Segment Start: RECORDS SHOWN

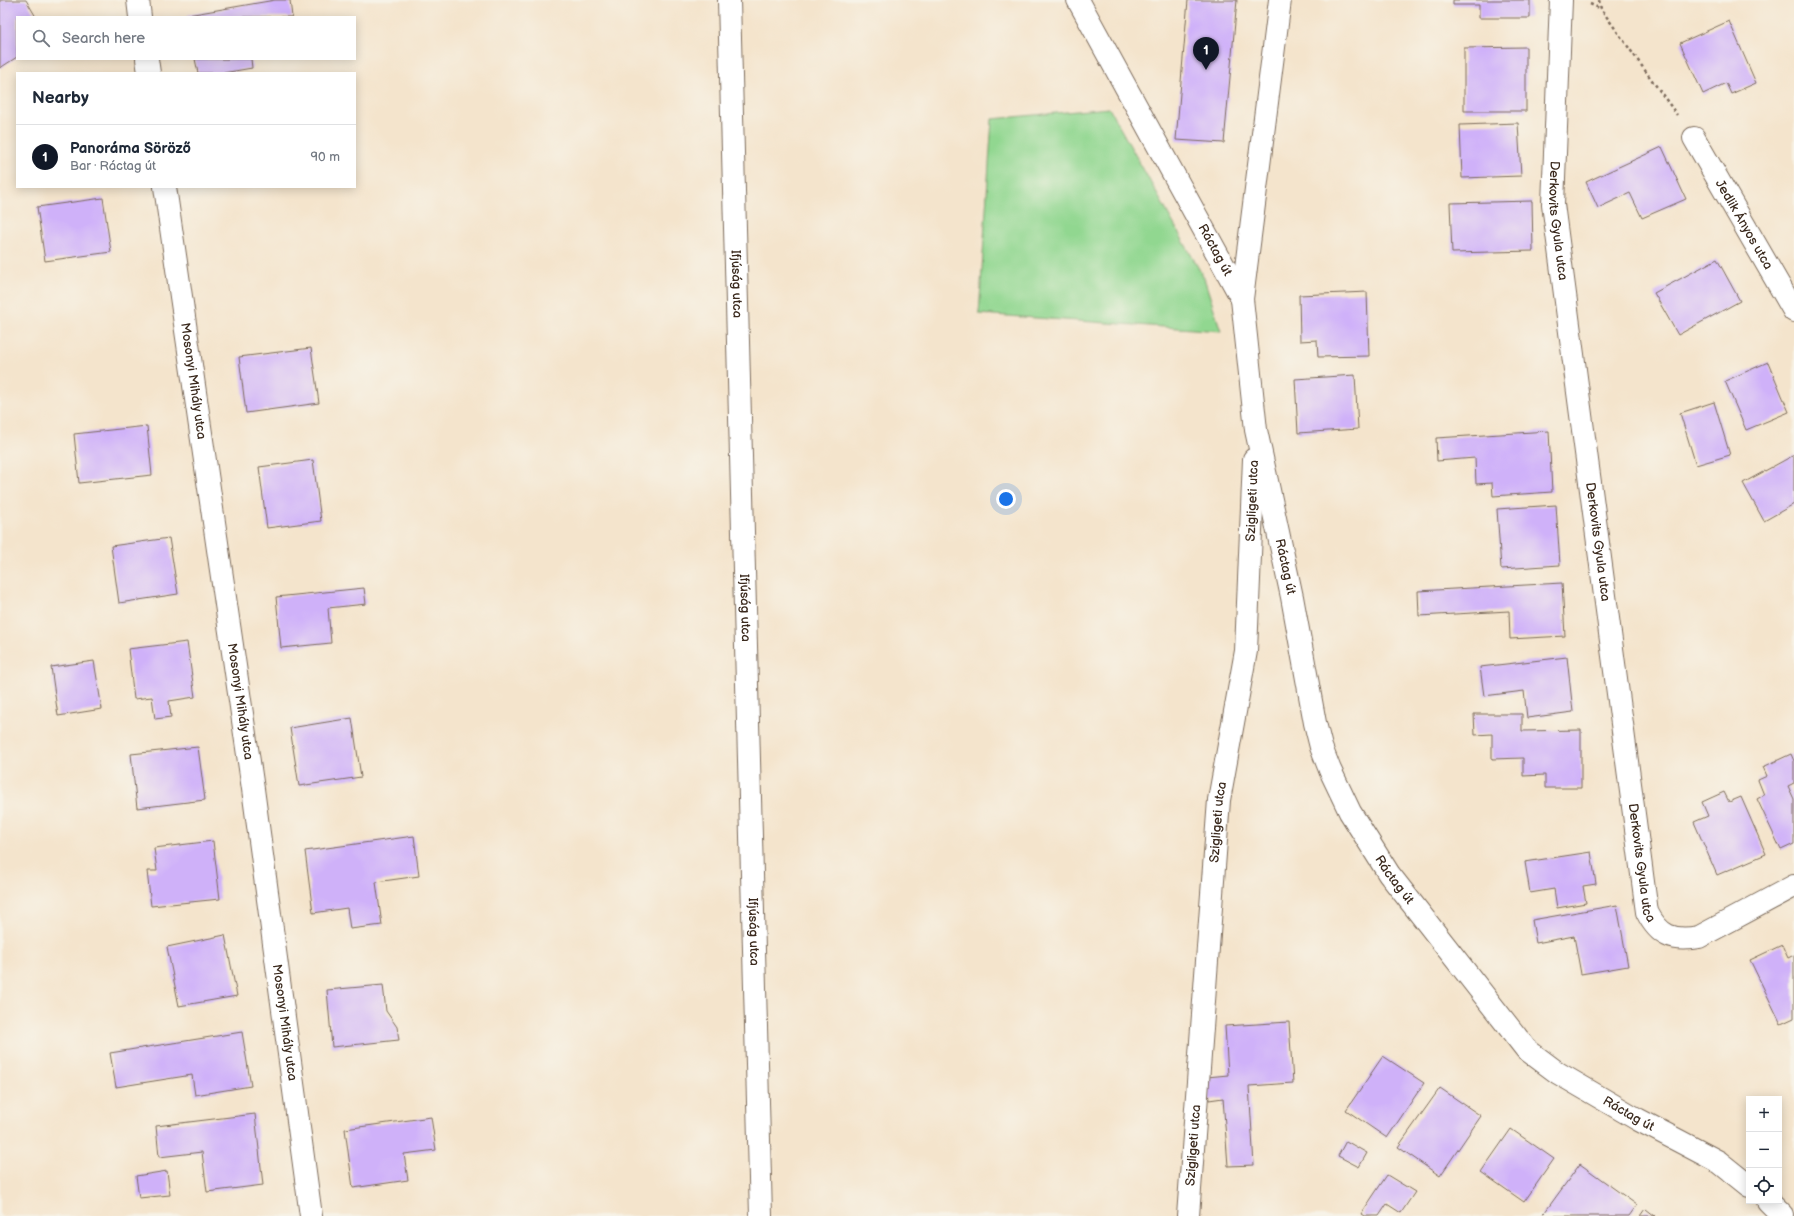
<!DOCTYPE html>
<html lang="en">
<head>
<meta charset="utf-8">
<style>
  :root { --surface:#fff; --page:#f6f6f7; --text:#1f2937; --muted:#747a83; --line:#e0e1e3; --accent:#111827 }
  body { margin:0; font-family:"Balsamiq Sans",sans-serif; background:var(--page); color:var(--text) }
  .controls { position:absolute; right:12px; bottom:12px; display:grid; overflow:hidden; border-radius:0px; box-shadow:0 2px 10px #0003 }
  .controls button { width:36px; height:36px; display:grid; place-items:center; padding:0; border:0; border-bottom:1px solid var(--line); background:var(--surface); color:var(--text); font:20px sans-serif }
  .you { position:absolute; left:1006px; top:499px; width:14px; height:14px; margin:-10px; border:3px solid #fff; border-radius:50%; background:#1a73e8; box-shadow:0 0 0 6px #1a73e833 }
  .badge { display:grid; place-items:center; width:26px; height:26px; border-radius:50%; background:var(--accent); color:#fff; font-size:13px; font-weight:700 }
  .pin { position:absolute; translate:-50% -33px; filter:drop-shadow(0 1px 2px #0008) }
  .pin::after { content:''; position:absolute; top:21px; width:14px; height:12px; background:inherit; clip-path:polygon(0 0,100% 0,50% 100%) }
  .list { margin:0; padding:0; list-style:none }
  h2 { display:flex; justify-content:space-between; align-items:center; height:52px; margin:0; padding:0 16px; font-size:17px }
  h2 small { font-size:13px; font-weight:400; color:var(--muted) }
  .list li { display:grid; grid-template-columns:26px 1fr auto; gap:12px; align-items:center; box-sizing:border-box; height:64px; padding:0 16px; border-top:1px solid var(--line) }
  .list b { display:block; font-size:15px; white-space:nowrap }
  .list p { margin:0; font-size:13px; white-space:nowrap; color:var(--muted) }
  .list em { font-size:13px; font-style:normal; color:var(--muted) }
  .icon { flex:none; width:22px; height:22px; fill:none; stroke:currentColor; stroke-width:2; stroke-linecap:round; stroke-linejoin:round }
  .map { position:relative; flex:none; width:1794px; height:1216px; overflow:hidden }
  .search { position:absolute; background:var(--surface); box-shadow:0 2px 10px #0003; left:16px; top:16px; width:340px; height:44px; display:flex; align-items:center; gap:10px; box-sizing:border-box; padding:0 14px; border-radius:0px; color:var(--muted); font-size:15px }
  .panel { position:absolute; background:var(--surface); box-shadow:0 2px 10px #0003; left:16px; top:72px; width:340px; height:116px; border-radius:0px }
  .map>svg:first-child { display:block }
  .green { fill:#91d790; stroke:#668057 }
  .building { fill:#cfb1f9 }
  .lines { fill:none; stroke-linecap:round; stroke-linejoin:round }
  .minor-casing { stroke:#7c6b5b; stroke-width:24 }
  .path { stroke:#7c6b5b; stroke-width:2.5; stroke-dasharray:3 3; stroke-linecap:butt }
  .minor { stroke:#fff; stroke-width:22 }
  .labels { text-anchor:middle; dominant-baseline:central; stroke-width:3; stroke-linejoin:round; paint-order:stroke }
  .street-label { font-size:13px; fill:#3b2a1e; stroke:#f7f3e8 }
</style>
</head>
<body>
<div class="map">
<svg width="1794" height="1216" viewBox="0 0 1794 1216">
  <rect width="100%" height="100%" fill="#f7f3e8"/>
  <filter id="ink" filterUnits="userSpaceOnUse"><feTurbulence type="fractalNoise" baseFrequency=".025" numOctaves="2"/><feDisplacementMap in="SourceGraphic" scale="8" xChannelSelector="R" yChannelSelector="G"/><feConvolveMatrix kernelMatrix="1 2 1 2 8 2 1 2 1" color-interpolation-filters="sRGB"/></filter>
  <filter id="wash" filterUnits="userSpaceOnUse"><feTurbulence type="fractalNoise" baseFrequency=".012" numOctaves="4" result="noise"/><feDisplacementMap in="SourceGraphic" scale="16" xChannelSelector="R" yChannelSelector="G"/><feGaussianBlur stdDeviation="0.9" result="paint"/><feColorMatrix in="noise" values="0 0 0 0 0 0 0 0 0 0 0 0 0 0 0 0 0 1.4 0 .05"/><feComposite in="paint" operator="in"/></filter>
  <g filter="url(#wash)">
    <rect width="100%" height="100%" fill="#f4e4cc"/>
    <polygon class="green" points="1109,108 1204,278 1221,331 979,314 992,119"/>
    <g id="blocks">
      <g class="building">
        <polygon points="1,0 26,0 36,17 17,17 17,57 0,68 0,1"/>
        <polygon points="275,0 290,0 292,17 188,17 188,15"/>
        <polygon points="1188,0 1237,0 1224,143 1176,140"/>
        <polygon points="1453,0 1530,0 1530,18 1479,18 1479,5 1453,5"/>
        <polygon points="1729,21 1756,83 1731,94 1726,83 1703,94 1680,43"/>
        <polygon points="1526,47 1526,111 1464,111 1464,48"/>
        <polygon points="195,59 251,59 252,68 223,73 198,73"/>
        <polygon points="1518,123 1521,176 1462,178 1460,125"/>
        <polygon points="1662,147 1686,199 1642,218 1630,193 1598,208 1586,182"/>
        <polygon points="103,198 111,252 45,261 37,207"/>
        <polygon points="1532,201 1533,251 1452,253 1450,203"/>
        <polygon points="1717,259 1740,301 1678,335 1654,293"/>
        <polygon points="1367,292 1369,356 1318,357 1317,340 1300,341 1299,295"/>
        <polygon points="311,348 319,403 246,413 239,357"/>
        <polygon points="1768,362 1789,412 1746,430 1725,381"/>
        <polygon points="1355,375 1358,429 1298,433 1295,379"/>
        <polygon points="1714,402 1730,455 1696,465 1680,413"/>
        <polygon points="147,426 152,475 79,483 74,434"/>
        <polygon points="1549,431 1552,492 1493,496 1492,483 1476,484 1475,458 1437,461 1436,438"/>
        <polygon points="1794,455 1794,504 1764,521 1743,483"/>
        <polygon points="313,460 321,521 267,528 259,467"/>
        <polygon points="1556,505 1560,565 1501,569 1497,509"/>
        <polygon points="169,538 178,594 119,603 111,546"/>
        <polygon points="1562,583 1565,636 1510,639 1509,611 1419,616 1418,591"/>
        <polygon points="364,588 366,604 328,608 331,643 281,648 276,597"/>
        <polygon points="187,642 195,697 169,701 171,717 155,719 152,697 134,699 128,649"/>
        <polygon points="1567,657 1573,712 1527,718 1524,691 1484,696 1480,667"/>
        <polygon points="94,661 102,709 58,716 51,667"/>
        <polygon points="1474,714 1522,714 1522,731 1581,730 1581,788 1545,788 1545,775 1523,776 1523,758 1492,759 1492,734 1475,735"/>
        <polygon points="352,718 361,777 299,786 290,728"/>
        <polygon points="198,747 205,800 137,808 131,754"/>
        <polygon points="1791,754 1794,761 1794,783 1788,786 1794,799 1794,844 1781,850 1757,799 1764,795 1758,780 1767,776 1763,767"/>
        <polygon points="1724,792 1729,802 1741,797 1766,854 1717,875 1694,822 1708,816 1702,802"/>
        <polygon points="414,836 419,876 376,882 382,925 350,929 347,908 313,913 305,851"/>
        <polygon points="213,841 220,899 151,906 147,871 157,871 154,848"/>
        <polygon points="1591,852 1596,884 1583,886 1586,903 1557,908 1554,889 1530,893 1525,862"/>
        <polygon points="1617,905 1628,966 1581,974 1574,936 1536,943 1532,920"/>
        <polygon points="225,935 237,996 179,1006 167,947"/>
        <polygon points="1782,945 1788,958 1794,955 1794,1018 1781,1024 1750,960"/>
        <polygon points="383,985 386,1011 397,1027 399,1040 332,1047 327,990"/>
        <polygon points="1289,1022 1293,1083 1249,1086 1254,1165 1228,1166 1223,1098 1209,1100 1207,1077 1228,1075 1225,1026"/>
        <polygon points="242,1032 251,1086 195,1095 192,1075 116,1087 110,1053"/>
        <polygon points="1383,1056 1424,1083 1387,1138 1346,1110"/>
        <polygon points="1440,1088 1481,1116 1440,1176 1398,1147"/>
        <polygon points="255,1114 263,1185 207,1192 202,1152 159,1157 156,1126"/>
        <polygon points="431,1117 436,1150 404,1154 408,1180 353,1188 345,1129"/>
        <polygon points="1511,1129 1554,1159 1524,1202 1481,1172"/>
        <polygon points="1346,1141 1367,1153 1359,1167 1338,1156"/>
        <polygon points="1580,1164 1637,1205 1629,1216 1542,1216"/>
        <polygon points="167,1171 170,1195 139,1198 136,1176"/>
        <polygon points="1387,1175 1415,1192 1401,1213 1387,1204 1379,1216 1364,1216 1361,1214"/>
        <polygon points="1646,1209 1655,1216 1641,1216"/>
      </g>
    </g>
  </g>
  <g filter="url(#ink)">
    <use href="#blocks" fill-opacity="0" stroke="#7c6b5b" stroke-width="1"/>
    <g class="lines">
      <g class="minor-casing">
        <g id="minor">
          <polyline points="138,0 140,17"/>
          <path id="s1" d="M729,0L761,1216"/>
          <path id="s2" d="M1078,0L1242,299"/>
          <path id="s3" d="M1280,0L1242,299L1256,430L1292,597L1315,723L1321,747L1330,770L1350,812L1389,874L1526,1049L1558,1073L1637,1119L1719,1162L1749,1186"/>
          <path id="s4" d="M1561,0L1553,204L1647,912C1659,936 1673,942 1699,937L1794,886"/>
          <polyline points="147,59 149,73"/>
          <path id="s5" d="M1694,138L1794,311"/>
          <path id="s6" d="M165,187L253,789L311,1216"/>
          <polyline points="1768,1201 1783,1216"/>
          <path id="s7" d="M1188,1216L1219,800L1246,651L1254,459"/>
        </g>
      </g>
      <g class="path">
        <polyline points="1599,0 1601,9 1677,115"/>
        <polyline points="1590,4 1601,9"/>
      </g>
      <use href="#minor" class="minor"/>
    </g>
  </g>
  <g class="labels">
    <g class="street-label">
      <text stroke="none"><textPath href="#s4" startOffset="221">Derkovits Gyula utca</textPath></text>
      <text stroke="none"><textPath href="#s5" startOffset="100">Jedlik Ányos utca</textPath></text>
      <text stroke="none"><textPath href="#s2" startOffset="285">Ráctag út</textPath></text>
      <text stroke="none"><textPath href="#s1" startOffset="284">Ifjúság utca</textPath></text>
      <text stroke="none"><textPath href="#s6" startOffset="196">Mosonyi Mihály utca</textPath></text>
      <text stroke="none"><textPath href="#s7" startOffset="719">Szigligeti utca</textPath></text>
      <text stroke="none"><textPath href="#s4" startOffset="545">Derkovits Gyula utca</textPath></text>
      <text stroke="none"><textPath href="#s3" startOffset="573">Ráctag út</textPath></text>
      <text stroke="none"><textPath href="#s1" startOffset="608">Ifjúság utca</textPath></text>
      <text stroke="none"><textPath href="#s6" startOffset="520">Mosonyi Mihály utca</textPath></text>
      <text stroke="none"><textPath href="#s7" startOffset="395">Szigligeti utca</textPath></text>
      <text stroke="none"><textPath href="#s4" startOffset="869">Derkovits Gyula utca</textPath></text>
      <text stroke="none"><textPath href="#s3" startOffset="909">Ráctag út</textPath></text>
      <text stroke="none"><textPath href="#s1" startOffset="932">Ifjúság utca</textPath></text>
      <text stroke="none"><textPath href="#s6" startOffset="844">Mosonyi Mihály utca</textPath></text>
      <text stroke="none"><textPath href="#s3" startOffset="1245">Ráctag út</textPath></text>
      <text stroke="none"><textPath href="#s7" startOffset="71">Szigligeti utca</textPath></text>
    </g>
  </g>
</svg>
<div class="controls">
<button>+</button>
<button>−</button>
<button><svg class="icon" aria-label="locate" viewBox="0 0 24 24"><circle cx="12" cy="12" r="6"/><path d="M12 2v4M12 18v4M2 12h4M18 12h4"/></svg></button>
</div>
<div class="you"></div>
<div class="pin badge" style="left:1206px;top:70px">1</div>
<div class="search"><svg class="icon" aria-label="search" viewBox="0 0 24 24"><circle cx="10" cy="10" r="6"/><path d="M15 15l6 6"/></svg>Search here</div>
<section class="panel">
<h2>Nearby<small></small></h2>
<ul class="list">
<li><span class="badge">1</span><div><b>Panoráma Söröző</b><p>Bar · Ráctag út</p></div><em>90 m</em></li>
</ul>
</section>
</div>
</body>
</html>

Segment End: RECORDS SHOWN

◆ PROBLEM TO WORK ON:
Repeat only the lines between the top of the entries above and the line containing "width:36px; height:36px; display:grid;", both ends included, without the pictures.

◆ OUTPUT FOR THIS EXERCISE:
<!DOCTYPE html>
<html lang="en">
<head>
<meta charset="utf-8">
<style>
  :root { --surface:#fff; --page:#f6f6f7; --text:#1f2937; --muted:#747a83; --line:#e0e1e3; --accent:#111827 }
  body { margin:0; font-family:"Balsamiq Sans",sans-serif; background:var(--page); color:var(--text) }
  .controls { position:absolute; right:12px; bottom:12px; display:grid; overflow:hidden; border-radius:0px; box-shadow:0 2px 10px #0003 }
  .controls button { width:36px; height:36px; display:grid; place-items:center; padding:0; border:0; border-bottom:1px solid var(--line); background:var(--surface); color:var(--text); font:20px sans-serif }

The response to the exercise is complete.